A Zuckmayer no le entusiasman las grandes fiestas. Casi siempre se aburre y se queda el tiempo justo hasta que, sin llamar demasiado la atención, puede desaparecer con amigos en alguna taberna de cocheros. Pero el Baile de la Prensa es el acontecimiento social más importante de la temporada de invierno en Berlín, un escaparate para la gente rica, poderosa y guapa. Sería un error no dejarse ver allí. El baile resultará útil para su reputación de estrella emergente y muy solicitada en el mundo literario.
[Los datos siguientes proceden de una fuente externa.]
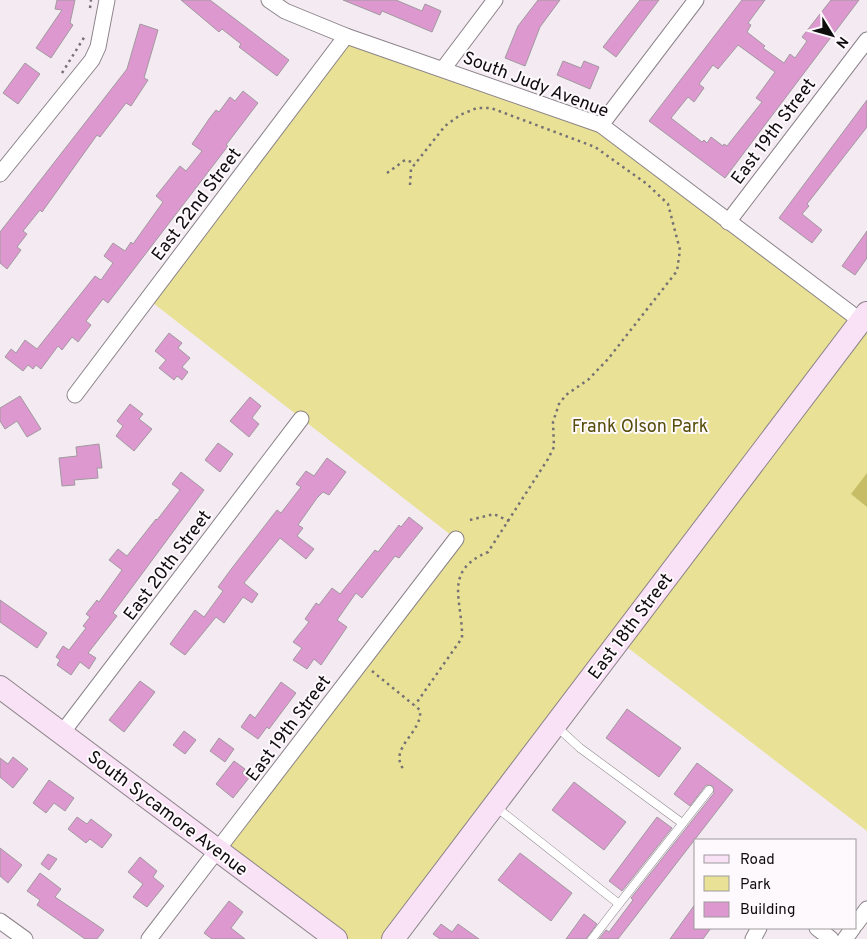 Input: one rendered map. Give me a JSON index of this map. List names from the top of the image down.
{
  "streets": {
    "street": [
      "South Judy Avenue",
      "East 19th Street",
      "East 22nd Street",
      "East 20th Street",
      "East 18th Street",
      "South Sycamore Avenue"
    ]
  },
  "crossings": [
    ["South Judy Avenue", "East 19th Street"],
    ["South Judy Avenue", "East 22nd Street"],
    ["South Judy Avenue", "East 18th Street"],
    ["East 19th Street", "South Sycamore Avenue"],
    ["East 20th Street", "South Sycamore Avenue"]
  ],
  "parks": ["Frank Olson Park"],
  "legend": ["Road", "Park", "Building"],
  "north": "bottom right"
} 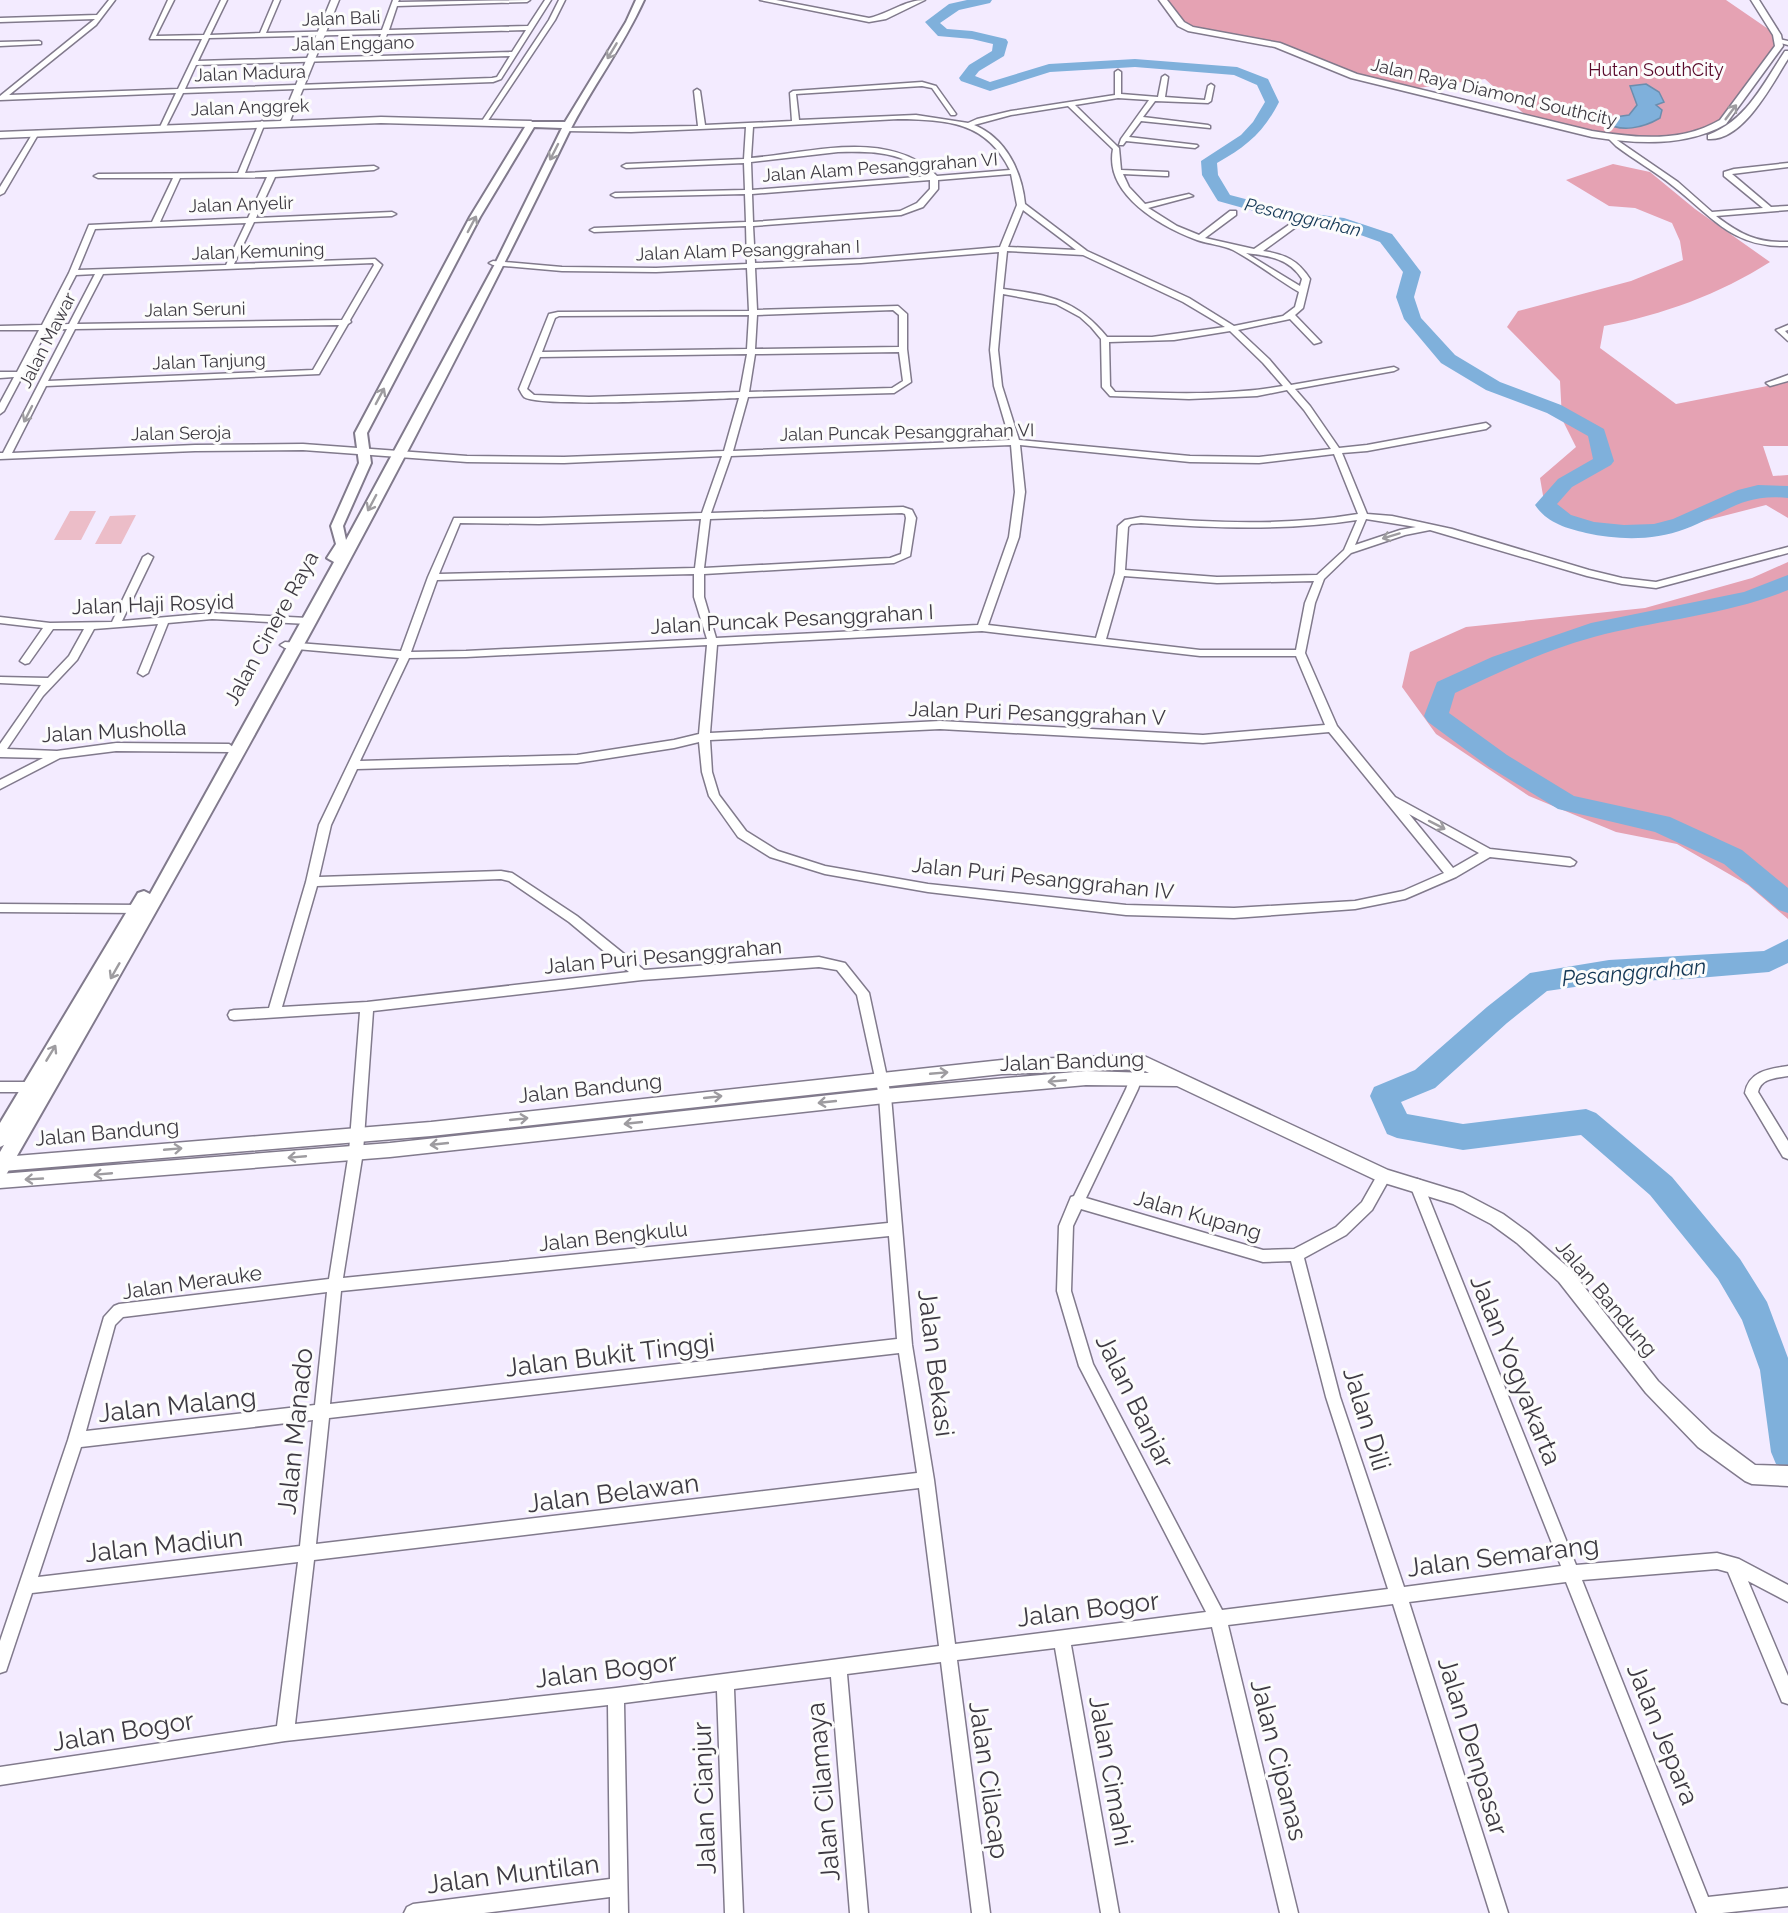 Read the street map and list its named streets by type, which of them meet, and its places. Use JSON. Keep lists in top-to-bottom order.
{
  "streets": {
    "main road": ["Jalan Anggrek", "Jalan Cinere Raya"],
    "street": [
      "Jalan Bali",
      "Jalan Enggano",
      "Jalan Madura",
      "Jalan Raya Diamond Southcity",
      "Jalan Alam Pesanggrahan VI",
      "Jalan Anyelir",
      "Jalan Alam Pesanggrahan I",
      "Jalan Kemuning",
      "Jalan Seruni",
      "Jalan Mawar",
      "Jalan Tanjung",
      "Jalan Puncak Pesanggrahan VI",
      "Jalan Seroja",
      "Jalan Haji Rosyid",
      "Jalan Puncak Pesanggrahan I",
      "Jalan Puri Pesanggrahan V",
      "Jalan Musholla",
      "Jalan Puri Pesanggrahan IV",
      "Jalan Puri Pesanggrahan",
      "Jalan Bandung",
      "Jalan Kupang",
      "Jalan Bengkulu",
      "Jalan Merauke",
      "Jalan Bukit Tinggi",
      "Jalan Bekasi",
      "Jalan Yogyakarta",
      "Jalan Banjar",
      "Jalan Malang",
      "Jalan Dili",
      "Jalan Manado",
      "Jalan Belawan",
      "Jalan Madiun",
      "Jalan Semarang",
      "Jalan Bogor",
      "Jalan Jepara",
      "Jalan Denpasar",
      "Jalan Cipanas",
      "Jalan Cimahi",
      "Jalan Cilacap",
      "Jalan Cilamaya",
      "Jalan Cianjur",
      "Jalan Muntilan"
    ]
  },
  "crossings": [
    ["Jalan Enggano", "Jalan Madura"],
    ["Jalan Anggrek", "Jalan Cinere Raya"],
    ["Jalan Anyelir", "Jalan Mawar"],
    ["Jalan Alam Pesanggrahan I", "Jalan Cinere Raya"],
    ["Jalan Kemuning", "Jalan Seruni"],
    ["Jalan Kemuning", "Jalan Mawar"],
    ["Jalan Kemuning", "Jalan Tanjung"],
    ["Jalan Seruni", "Jalan Mawar"],
    ["Jalan Seruni", "Jalan Tanjung"],
    ["Jalan Mawar", "Jalan Tanjung"],
    ["Jalan Mawar", "Jalan Seroja"],
    ["Jalan Puncak Pesanggrahan VI", "Jalan Seroja"],
    ["Jalan Puncak Pesanggrahan VI", "Jalan Cinere Raya"],
    ["Jalan Seroja", "Jalan Cinere Raya"],
    ["Jalan Haji Rosyid", "Jalan Cinere Raya"],
    ["Jalan Puncak Pesanggrahan I", "Jalan Cinere Raya"],
    ["Jalan Puncak Pesanggrahan I", "Jalan Puri Pesanggrahan IV"],
    ["Jalan Cinere Raya", "Jalan Musholla"],
    ["Jalan Cinere Raya", "Jalan Bandung"],
    ["Jalan Puri Pesanggrahan V", "Jalan Puri Pesanggrahan IV"],
    ["Jalan Puri Pesanggrahan", "Jalan Bandung"],
    ["Jalan Puri Pesanggrahan", "Jalan Bekasi"],
    ["Jalan Bandung", "Jalan Kupang"],
    ["Jalan Bandung", "Jalan Bekasi"],
    ["Jalan Bandung", "Jalan Yogyakarta"],
    ["Jalan Bandung", "Jalan Banjar"],
    ["Jalan Bandung", "Jalan Manado"],
    ["Jalan Kupang", "Jalan Banjar"],
    ["Jalan Kupang", "Jalan Dili"],
    ["Jalan Bengkulu", "Jalan Merauke"],
    ["Jalan Bengkulu", "Jalan Bekasi"],
    ["Jalan Bengkulu", "Jalan Manado"],
    ["Jalan Merauke", "Jalan Malang"],
    ["Jalan Merauke", "Jalan Manado"],
    ["Jalan Bukit Tinggi", "Jalan Bekasi"],
    ["Jalan Bukit Tinggi", "Jalan Malang"],
    ["Jalan Bukit Tinggi", "Jalan Manado"],
    ["Jalan Bekasi", "Jalan Belawan"],
    ["Jalan Bekasi", "Jalan Bogor"],
    ["Jalan Bekasi", "Jalan Cilacap"],
    ["Jalan Yogyakarta", "Jalan Semarang"],
    ["Jalan Yogyakarta", "Jalan Jepara"],
    ["Jalan Banjar", "Jalan Semarang"],
    ["Jalan Banjar", "Jalan Bogor"],
    ["Jalan Banjar", "Jalan Cipanas"],
    ["Jalan Malang", "Jalan Manado"],
    ["Jalan Dili", "Jalan Semarang"],
    ["Jalan Dili", "Jalan Denpasar"],
    ["Jalan Manado", "Jalan Belawan"],
    ["Jalan Manado", "Jalan Madiun"],
    ["Jalan Manado", "Jalan Bogor"],
    ["Jalan Belawan", "Jalan Madiun"],
    ["Jalan Semarang", "Jalan Bogor"],
    ["Jalan Semarang", "Jalan Jepara"],
    ["Jalan Semarang", "Jalan Denpasar"],
    ["Jalan Semarang", "Jalan Cipanas"],
    ["Jalan Bogor", "Jalan Cipanas"],
    ["Jalan Bogor", "Jalan Cimahi"],
    ["Jalan Bogor", "Jalan Cilacap"],
    ["Jalan Bogor", "Jalan Cilamaya"],
    ["Jalan Bogor", "Jalan Cianjur"]
  ],
  "water": ["Pesanggrahan"],
  "parks": ["Hutan SouthCity"]
} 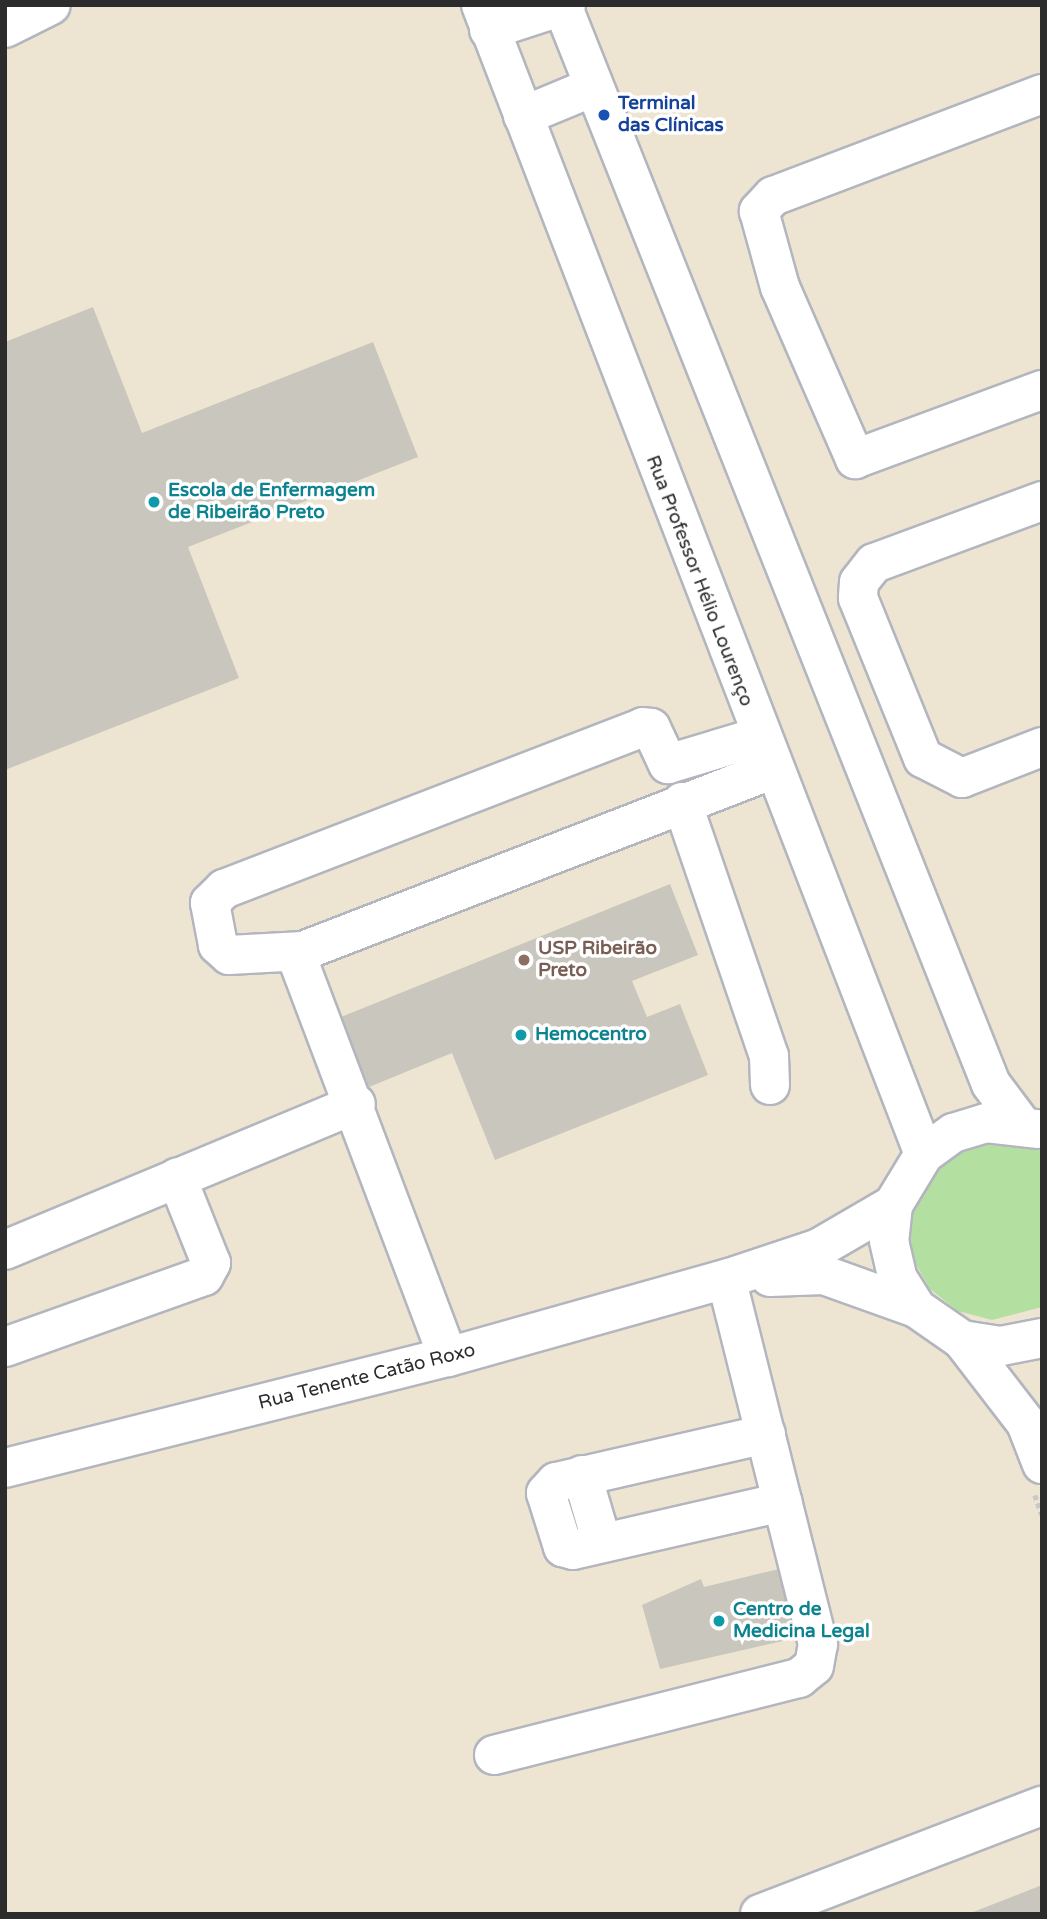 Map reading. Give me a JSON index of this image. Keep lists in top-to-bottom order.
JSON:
{
  "streets": {
    "street": ["Rua Professor Hélio Lourenço", "Rua Tenente Catão Roxo"]
  },
  "places": [
    "Terminal das Clínicas",
    "Escola de Enfermagem de Ribeirão Preto",
    "USP Ribeirão Preto",
    "Hemocentro",
    "Centro de Medicina Legal"
  ]
}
Zuckmayer se acuerda demasiado bien de la miseria que padeció durante sus primeros años de autor como para dejar pasar una oportunidad semejante. Cuando estaba sin un céntimo, trabajó como gancho, pescando en las calles a los visitantes de Berlín sedientos de aventura después de la hora del cierre para llevarlos a los cafetuchos clandestinos de los patios traseros. En algunos, las chicas estaban medio desnudas y no se andaban con remilgos a la hora de satisfacer los deseos de los clientes. En una ocasión incluso probó suerte como camello en el Tauentzien nocturno, la calle comercial del Berlín oeste, con un par de bolsitas de cocaína en el bolsillo. Pero pronto lo dejó. Es un tipo fuerte y nada asustadizo, pero aquel negocio le resultaba demasiado peligroso.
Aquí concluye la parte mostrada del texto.